Chris Corradino wrote an article chock-full of helpful tidbits to improve your shooting. He’s a New York-based travel photographer and a photography trainer. Chris’s passion for photography is inspirational. He diligently labors to create majestic images, and helps others do the same.

If you missed his article about capturing awesome shots in awful light, check it out here. The remainder of this article is from him. Thanks, Chris!

ChrisCorradino-YosemiteA young George Washington detailed 110 rules to live by, ultimately leading him to the first Presidency of the United States. Inspired by this, I decided to list the 10 guidelines that have consistently helped in my photography career. I hope they help you to reach new heights in your creative pursuits.

  1. Don’t waste your energies harshly comparing yourself against images in magazines or online. Instead, focus on creating your best work, and making it original.

  2. Accept jobs not solely for the money, but agree to only those that are artistically stimulating, providing an opportunity for creative growth.

  3. Avoid categorizing yourself with labels, or engaging in debates that seek to define terms such as “professional” and “amateur”. A good photographer is not concerned with these phrases, but rather focuses on their craft.

  4. Do not profess to have all the answers. Those with true knowledge understand how much more there is to learn.

  5. Face issues head on, putting fear and uncertainty in their proper place. Leverage study and practice to overcome obstacles. Rarely is the path to success found along the unobstructed road.

  6. Act not in haste, but with thoughtful deliberation, never quick to draw conclusions or join pessimistic company whether online or in person.

  7. Take all constructive criticism thankfully, as it holds greater value than superfluous compliments.
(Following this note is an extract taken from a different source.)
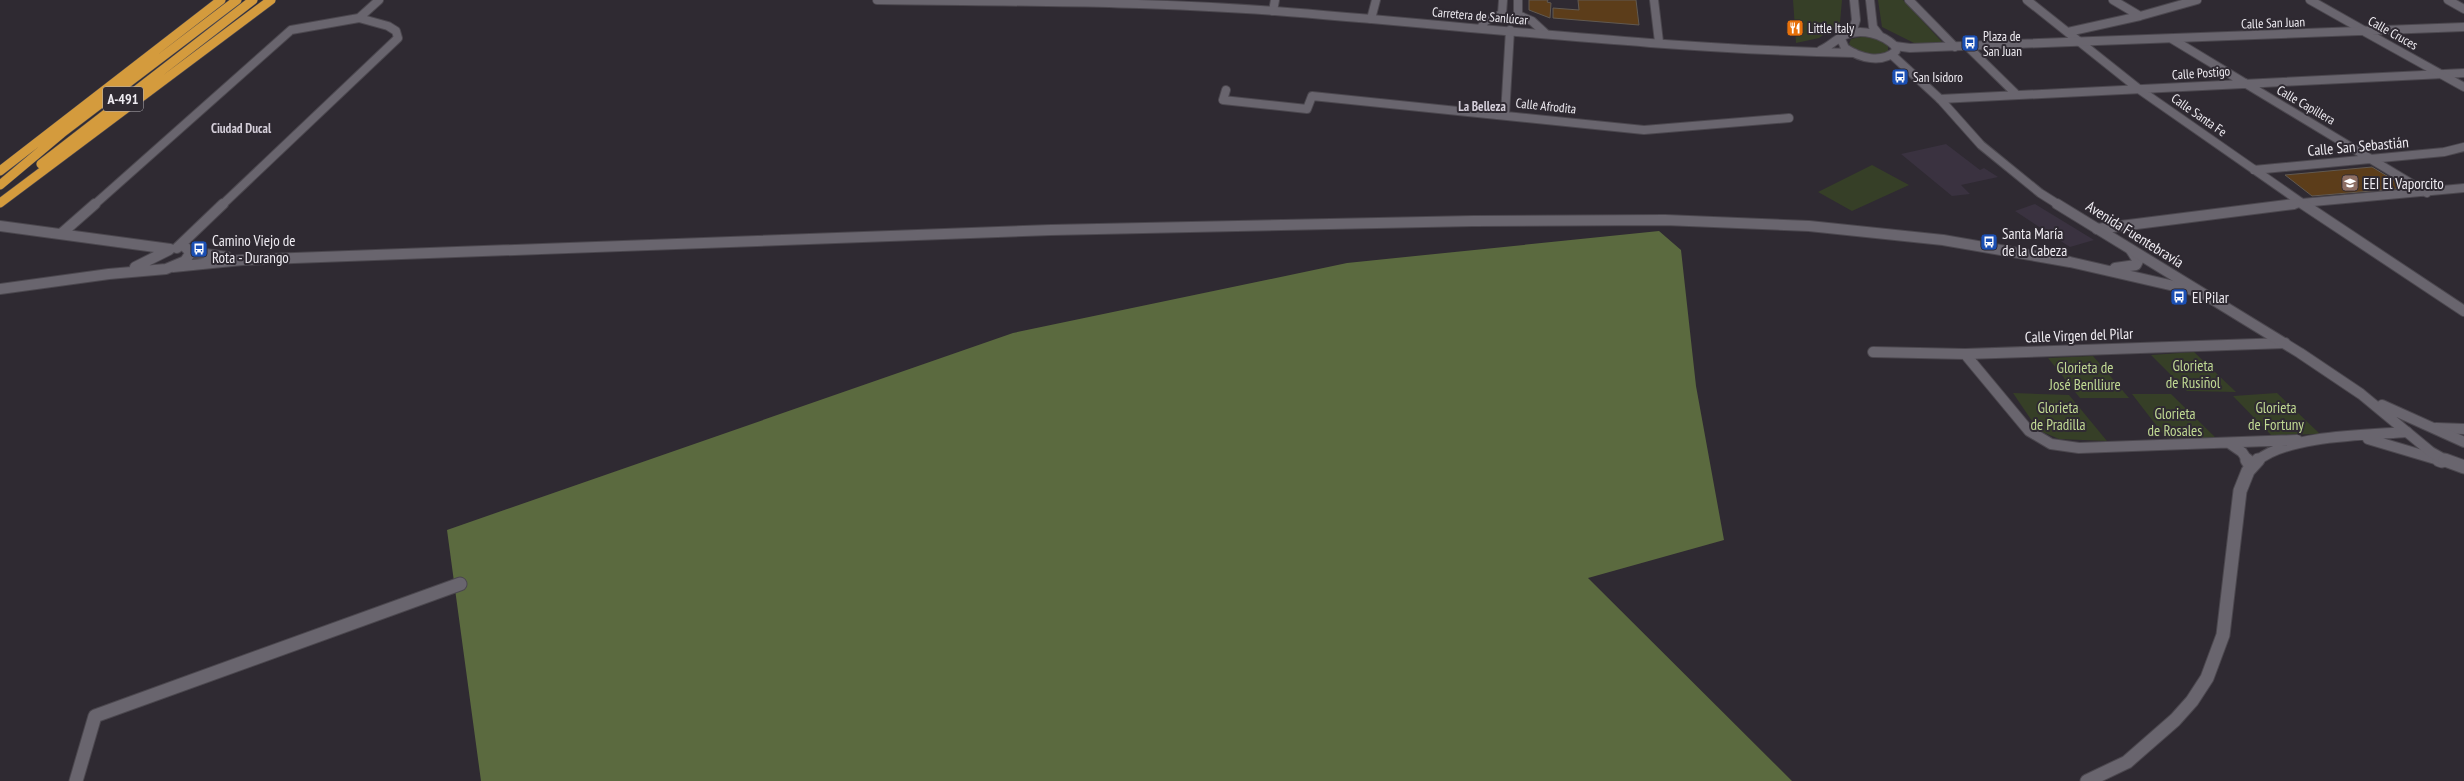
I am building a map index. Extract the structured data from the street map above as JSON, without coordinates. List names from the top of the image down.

  8. Recognize that shortcuts will only cause you to miss important mile markers, ultimately postponing your arrival at the desired destination.

  9. When overcome with nervous anticipation, the only remedy is to prepare for every possible scenario that could go wrong, and formulate solutions for each.

  10. Starve habits you want to break. Feed goals you want to make.


Check out more of work from Chris on his blog and website. Social butterflies can follow him through the links below.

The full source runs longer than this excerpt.